Perhaps another account I’ll need an entire separate post for (and a T-shirt of, but they always sell out too fast!), I’m absolutely in love with Bjenny Montero. Not only is it WHOLESOME with a capital everything – sometimes you’re waiting for a grumpy punchline and it never drops, the characters are just positive and snuggly and happy – but it balances this out with some rude, swearing, adult, or genuinely heartbreaking posts, too. I don’t know if it’s the huge, doughy eyes of the anthropomorphised animals, or the poignant phrases that float around them, but Bjenny Montero really seems to get some of the saddest feelings in life; loneliness, loss, and sometimes just having to carry on. Sometimes profound and oftentimes quite innocent (check out the ‘Am I holding my elbow too high?’ posts), this account never fails to deliver content when you need something to which you can relate. Like good music, this is an account that soothes.

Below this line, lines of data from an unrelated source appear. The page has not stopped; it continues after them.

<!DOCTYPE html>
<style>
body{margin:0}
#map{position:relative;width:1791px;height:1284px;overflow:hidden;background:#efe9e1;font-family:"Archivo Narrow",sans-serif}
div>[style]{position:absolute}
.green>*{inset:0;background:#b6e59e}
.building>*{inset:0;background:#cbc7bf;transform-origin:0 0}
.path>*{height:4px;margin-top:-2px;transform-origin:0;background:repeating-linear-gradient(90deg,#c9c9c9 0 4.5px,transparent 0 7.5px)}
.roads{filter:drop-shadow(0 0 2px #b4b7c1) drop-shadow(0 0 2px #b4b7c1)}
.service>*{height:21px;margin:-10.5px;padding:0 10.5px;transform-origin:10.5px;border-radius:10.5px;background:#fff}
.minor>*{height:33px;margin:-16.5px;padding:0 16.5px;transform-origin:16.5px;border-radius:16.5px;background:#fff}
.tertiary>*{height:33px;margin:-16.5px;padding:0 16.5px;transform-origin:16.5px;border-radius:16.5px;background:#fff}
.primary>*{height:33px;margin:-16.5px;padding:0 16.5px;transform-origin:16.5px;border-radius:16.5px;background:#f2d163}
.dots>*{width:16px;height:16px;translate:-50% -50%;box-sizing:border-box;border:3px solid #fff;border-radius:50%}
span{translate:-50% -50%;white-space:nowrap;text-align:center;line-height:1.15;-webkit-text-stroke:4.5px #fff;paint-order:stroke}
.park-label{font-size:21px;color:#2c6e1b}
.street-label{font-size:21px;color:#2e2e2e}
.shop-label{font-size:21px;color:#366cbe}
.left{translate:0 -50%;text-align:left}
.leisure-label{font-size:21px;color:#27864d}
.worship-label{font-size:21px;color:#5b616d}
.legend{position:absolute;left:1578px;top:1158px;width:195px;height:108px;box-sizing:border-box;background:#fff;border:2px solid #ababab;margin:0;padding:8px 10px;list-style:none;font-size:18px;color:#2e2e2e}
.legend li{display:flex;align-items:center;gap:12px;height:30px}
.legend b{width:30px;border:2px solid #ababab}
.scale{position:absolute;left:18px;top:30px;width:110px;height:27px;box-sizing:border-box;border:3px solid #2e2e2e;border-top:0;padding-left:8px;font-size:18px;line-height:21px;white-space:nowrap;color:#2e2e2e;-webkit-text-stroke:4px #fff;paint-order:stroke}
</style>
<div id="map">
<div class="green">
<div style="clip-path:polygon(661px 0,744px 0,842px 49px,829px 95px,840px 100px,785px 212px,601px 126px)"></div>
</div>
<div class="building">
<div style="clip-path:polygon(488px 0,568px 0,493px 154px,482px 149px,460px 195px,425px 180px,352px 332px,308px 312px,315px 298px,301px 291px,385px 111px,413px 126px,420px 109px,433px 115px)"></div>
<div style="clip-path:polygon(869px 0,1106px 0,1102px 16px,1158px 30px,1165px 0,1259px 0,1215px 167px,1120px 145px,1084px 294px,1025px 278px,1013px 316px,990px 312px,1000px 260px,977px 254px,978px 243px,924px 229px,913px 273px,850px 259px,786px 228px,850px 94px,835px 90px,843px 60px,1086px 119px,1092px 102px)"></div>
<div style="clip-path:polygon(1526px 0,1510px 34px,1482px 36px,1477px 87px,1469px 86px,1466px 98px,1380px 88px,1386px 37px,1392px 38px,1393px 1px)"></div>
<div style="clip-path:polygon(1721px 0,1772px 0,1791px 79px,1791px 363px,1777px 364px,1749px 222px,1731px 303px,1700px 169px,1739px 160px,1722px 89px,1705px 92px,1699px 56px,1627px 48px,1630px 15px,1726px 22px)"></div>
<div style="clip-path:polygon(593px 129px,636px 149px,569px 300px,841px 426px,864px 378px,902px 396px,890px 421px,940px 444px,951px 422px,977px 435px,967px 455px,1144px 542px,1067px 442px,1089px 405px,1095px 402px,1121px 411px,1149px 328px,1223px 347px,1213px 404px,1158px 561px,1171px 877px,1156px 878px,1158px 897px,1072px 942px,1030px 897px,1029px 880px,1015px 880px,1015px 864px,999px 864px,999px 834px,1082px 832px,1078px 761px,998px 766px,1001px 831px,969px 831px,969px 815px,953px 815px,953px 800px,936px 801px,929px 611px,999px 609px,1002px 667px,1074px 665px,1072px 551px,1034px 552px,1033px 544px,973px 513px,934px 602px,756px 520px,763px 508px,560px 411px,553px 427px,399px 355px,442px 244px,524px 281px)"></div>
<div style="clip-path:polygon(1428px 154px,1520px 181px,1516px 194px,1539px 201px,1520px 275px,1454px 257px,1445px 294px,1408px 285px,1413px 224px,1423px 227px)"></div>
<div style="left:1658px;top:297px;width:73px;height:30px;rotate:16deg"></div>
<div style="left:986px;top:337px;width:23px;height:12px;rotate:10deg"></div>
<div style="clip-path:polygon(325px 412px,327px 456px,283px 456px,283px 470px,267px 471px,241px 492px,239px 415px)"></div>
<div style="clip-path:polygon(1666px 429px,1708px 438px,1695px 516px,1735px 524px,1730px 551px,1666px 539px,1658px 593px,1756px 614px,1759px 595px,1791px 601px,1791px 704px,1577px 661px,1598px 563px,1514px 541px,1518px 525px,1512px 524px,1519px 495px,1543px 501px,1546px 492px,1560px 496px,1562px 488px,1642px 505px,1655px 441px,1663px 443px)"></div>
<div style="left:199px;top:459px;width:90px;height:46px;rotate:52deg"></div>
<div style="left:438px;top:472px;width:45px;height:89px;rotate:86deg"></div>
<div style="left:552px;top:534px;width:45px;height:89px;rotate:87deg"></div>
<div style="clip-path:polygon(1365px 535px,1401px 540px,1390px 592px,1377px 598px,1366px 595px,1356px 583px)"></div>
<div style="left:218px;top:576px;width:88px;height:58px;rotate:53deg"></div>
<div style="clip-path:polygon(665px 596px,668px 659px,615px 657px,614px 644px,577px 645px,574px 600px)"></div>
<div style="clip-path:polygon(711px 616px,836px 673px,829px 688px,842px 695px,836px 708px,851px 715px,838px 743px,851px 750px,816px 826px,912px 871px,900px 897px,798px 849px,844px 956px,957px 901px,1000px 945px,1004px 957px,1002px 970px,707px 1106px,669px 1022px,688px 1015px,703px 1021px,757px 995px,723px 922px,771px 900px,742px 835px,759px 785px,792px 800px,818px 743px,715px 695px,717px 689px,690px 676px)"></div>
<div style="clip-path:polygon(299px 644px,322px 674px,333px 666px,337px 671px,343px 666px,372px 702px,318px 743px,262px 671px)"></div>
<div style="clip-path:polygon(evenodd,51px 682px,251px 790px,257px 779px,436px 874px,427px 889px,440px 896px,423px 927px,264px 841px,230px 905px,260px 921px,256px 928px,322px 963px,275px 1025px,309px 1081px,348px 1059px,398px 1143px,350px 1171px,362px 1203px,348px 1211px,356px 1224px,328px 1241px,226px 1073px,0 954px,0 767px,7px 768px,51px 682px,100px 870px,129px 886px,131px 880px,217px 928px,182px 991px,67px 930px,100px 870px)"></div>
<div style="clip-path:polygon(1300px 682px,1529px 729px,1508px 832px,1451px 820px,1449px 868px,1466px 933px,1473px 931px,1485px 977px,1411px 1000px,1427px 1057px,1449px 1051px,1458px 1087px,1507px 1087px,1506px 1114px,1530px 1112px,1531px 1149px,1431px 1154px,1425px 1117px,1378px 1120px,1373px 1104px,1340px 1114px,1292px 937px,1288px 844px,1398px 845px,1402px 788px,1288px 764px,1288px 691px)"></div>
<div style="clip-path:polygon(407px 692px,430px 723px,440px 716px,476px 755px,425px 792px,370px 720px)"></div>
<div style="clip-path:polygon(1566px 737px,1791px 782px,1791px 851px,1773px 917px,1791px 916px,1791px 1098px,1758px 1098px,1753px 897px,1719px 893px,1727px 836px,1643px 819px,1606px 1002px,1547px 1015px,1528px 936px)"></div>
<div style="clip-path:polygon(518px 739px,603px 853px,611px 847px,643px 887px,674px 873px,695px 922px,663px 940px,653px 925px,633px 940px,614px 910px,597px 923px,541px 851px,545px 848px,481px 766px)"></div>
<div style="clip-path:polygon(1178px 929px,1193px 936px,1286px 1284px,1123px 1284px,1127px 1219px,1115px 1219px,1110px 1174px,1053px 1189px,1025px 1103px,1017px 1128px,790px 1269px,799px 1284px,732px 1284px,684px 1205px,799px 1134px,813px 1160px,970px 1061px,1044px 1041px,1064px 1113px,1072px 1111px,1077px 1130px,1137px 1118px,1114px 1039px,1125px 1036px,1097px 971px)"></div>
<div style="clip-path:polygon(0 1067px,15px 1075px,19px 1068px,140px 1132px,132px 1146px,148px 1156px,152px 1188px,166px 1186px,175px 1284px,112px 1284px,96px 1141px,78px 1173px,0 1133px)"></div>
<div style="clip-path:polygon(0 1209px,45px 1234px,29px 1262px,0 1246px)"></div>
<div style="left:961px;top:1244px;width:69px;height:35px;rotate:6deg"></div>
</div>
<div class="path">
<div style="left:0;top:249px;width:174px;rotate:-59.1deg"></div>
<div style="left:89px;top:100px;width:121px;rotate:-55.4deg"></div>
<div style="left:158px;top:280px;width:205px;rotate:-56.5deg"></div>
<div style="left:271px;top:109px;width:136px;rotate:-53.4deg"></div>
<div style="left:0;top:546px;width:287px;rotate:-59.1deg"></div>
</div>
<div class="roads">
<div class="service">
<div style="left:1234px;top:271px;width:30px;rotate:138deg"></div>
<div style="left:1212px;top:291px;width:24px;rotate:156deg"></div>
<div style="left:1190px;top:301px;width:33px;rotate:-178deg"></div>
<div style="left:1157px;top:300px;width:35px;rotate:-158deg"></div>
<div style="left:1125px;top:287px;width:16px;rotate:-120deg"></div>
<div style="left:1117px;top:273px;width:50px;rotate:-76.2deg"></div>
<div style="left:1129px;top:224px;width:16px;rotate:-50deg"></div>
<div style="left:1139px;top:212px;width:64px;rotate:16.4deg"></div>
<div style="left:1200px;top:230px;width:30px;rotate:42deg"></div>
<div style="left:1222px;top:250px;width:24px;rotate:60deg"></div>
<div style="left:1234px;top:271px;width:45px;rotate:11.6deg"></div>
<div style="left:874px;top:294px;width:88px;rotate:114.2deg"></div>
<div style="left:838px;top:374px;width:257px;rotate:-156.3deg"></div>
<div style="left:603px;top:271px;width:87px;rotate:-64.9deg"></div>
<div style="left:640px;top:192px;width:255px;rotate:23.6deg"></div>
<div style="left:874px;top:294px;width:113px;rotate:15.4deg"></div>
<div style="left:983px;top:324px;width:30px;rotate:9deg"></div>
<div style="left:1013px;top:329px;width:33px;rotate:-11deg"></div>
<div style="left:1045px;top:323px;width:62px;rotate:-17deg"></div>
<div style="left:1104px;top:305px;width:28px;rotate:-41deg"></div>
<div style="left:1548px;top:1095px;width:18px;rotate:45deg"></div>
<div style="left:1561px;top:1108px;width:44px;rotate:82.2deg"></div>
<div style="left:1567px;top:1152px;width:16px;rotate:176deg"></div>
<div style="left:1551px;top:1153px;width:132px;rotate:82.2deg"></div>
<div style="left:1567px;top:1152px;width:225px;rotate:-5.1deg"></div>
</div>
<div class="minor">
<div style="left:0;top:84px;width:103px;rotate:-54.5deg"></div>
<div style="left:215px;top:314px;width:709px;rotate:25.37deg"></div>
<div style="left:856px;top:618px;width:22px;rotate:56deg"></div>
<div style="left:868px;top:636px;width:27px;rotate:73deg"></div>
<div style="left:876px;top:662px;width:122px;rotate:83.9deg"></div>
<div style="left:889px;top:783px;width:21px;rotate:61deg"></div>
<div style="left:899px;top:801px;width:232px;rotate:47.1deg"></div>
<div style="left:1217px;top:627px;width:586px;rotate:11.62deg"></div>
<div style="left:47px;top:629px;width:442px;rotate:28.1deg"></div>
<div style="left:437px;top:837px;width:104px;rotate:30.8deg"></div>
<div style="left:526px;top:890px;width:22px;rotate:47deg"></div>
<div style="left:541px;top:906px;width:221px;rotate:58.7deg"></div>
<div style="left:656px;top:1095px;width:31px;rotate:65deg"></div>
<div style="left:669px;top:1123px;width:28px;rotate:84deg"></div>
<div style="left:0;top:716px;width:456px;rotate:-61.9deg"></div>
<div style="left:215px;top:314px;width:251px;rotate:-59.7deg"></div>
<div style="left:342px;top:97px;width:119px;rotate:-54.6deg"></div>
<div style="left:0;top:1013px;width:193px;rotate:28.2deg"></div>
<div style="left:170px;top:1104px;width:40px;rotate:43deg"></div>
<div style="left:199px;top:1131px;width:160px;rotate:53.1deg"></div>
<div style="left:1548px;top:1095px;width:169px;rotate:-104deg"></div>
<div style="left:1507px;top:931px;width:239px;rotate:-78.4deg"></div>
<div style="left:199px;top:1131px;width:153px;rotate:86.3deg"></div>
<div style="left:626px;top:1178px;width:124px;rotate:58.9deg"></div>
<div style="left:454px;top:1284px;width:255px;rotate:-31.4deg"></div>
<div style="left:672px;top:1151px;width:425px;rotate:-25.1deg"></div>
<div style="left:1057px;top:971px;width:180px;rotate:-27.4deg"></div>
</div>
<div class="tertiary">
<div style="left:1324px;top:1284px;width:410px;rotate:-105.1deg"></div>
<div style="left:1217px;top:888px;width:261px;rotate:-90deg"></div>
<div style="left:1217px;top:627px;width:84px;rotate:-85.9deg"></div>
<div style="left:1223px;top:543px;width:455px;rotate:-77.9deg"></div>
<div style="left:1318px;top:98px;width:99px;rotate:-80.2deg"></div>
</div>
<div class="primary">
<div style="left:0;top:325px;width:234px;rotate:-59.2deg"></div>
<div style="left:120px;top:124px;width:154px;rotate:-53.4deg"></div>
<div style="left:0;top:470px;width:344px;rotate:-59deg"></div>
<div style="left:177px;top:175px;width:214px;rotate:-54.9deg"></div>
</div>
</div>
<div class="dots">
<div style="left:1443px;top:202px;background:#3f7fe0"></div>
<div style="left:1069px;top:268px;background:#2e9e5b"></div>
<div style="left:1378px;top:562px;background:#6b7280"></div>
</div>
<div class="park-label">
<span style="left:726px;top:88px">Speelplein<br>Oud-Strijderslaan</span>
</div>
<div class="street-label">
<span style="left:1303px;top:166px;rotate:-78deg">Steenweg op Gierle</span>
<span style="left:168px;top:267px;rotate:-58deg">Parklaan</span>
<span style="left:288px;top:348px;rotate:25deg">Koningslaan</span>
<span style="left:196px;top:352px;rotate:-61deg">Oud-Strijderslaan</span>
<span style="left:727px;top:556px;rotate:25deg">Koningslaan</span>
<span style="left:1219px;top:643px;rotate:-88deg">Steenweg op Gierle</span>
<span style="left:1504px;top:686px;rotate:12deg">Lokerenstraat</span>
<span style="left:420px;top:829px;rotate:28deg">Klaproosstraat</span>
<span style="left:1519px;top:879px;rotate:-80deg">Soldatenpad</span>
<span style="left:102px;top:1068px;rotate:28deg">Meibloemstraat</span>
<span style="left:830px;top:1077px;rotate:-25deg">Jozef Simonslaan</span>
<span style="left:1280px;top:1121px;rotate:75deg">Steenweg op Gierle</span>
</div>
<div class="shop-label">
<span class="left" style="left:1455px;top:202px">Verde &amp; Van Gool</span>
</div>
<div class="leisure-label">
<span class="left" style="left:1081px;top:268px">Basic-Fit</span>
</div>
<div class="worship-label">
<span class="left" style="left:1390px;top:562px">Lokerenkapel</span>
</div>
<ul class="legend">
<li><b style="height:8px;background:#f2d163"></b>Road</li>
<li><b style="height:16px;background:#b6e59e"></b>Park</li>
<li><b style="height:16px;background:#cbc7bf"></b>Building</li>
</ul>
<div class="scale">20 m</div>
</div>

Aaaaandddd we’re back to some good ol’ black-and-white absurdity. In my opinion: the superior J-LO, this account never fails to make me laugh with its consistent strangeness and dark but (worryingly?) relatable humour. I’ve appropriated his pics for my own re-definitions various times, because I think he really excels in recognising a painful reality with just the right punch of comedy to lighten the load.